Object. Thoracolumbar burst fractures frequently require surgical intervention. Although the use of either anterior or posterior instrumentation has advantages and disadvantages, there have been few studies in which these two approaches have been compared biomechanically.

Methods. Ten human cadaveric spines were subjected to subtotal L-3 corpectomy. In five spines placement of L-3 wooden strut grafts with lateral L2–4 dual rod and screw instrumentation was performed. Five other spines underwent L1–5 pedicle screw fixation. The spines were fatigued between steps of the experiment. The spines were load tested with pure moments of 1.5, 3, 4.5, and 6 Nm in the intact state and after placement of instrumentation in six degrees of freedom (flexion, extension, right and left lateral bending, and right and left axial rotation).

In axial rotation posterior instrumentation significantly increased spinal rigidity compared with that of the intact state, whereas anterior instrumentation did not. Combined anterior—posterior instrumentation did not significantly increase the rigidity of the spine when compared with anterior or posterior instrumentation alone. Posterior instrumentation alone provided a greater reduction in angular rotation compared with anterior instrumentation alone in all degrees of freedom; however, statistical significance was achieved only in extension at 6 Nm.

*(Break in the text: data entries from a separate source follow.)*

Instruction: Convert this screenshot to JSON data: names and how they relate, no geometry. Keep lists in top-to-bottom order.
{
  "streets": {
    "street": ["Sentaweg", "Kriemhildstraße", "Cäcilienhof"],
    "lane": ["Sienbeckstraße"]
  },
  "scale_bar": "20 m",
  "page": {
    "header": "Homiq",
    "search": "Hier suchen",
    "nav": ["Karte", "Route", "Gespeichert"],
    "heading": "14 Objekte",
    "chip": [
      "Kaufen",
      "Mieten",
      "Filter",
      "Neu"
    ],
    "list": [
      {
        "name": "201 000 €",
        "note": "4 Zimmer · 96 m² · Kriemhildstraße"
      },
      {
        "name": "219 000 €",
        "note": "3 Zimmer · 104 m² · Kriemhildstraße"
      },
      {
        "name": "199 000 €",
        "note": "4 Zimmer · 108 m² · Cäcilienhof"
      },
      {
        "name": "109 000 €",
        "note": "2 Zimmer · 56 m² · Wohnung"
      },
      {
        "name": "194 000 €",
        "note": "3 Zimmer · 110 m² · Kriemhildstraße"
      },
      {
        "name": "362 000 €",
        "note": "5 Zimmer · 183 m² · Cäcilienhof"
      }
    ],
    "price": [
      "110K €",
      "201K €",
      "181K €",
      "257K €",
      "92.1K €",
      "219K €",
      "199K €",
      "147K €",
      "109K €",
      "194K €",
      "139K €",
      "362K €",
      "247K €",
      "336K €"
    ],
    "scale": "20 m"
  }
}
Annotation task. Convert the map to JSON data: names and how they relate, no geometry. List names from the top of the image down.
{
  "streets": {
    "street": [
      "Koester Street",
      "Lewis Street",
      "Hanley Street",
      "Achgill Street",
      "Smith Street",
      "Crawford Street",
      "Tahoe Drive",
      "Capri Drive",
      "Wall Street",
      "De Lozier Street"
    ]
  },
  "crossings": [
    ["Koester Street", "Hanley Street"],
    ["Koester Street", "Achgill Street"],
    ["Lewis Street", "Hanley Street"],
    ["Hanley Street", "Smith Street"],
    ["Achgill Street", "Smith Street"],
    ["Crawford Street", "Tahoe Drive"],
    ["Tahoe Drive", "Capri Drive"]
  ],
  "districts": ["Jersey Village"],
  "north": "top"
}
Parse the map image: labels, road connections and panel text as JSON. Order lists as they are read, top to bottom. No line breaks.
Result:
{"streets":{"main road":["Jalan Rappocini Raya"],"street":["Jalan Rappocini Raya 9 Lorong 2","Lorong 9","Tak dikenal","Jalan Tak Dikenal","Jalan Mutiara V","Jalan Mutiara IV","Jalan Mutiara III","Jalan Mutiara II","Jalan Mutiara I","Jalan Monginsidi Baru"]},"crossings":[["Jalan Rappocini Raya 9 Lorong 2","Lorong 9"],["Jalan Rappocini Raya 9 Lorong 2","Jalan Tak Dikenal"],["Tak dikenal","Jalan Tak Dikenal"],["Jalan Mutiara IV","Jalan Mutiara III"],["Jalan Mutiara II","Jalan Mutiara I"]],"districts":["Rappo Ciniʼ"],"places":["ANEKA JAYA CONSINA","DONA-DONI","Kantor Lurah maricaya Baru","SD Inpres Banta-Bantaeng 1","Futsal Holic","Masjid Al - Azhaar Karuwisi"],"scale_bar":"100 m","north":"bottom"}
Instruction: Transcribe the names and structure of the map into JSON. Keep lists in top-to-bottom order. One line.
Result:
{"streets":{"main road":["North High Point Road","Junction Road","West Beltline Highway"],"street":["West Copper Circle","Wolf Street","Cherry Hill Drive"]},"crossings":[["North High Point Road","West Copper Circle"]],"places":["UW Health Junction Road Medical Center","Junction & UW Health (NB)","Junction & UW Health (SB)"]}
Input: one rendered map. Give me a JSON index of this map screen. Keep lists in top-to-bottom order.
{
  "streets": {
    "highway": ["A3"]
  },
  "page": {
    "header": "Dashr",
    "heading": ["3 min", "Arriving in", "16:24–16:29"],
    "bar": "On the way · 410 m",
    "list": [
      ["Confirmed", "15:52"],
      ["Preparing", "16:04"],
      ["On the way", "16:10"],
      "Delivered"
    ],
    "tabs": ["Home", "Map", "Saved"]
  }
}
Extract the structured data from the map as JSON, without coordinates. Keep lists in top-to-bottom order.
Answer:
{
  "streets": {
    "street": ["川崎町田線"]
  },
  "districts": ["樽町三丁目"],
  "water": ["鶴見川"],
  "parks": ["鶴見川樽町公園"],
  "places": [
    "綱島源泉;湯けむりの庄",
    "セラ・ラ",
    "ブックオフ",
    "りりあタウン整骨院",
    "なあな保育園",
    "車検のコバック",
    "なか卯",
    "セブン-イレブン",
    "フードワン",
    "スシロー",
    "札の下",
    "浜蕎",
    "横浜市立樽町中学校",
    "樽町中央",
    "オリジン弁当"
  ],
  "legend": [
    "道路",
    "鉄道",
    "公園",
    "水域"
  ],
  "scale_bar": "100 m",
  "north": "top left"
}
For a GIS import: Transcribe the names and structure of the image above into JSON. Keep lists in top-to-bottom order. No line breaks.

Conclusions. The increased rigidity provided by pedicle screw instrumentation compared with the intact state or with anterior instrumentation is due to the longer construct spanning five levels and the three-column engagement of the pedicle screws. The decision to use anterior or posterior instrumentation should be based on the clinical necessity of canal decompression and correction of angulation.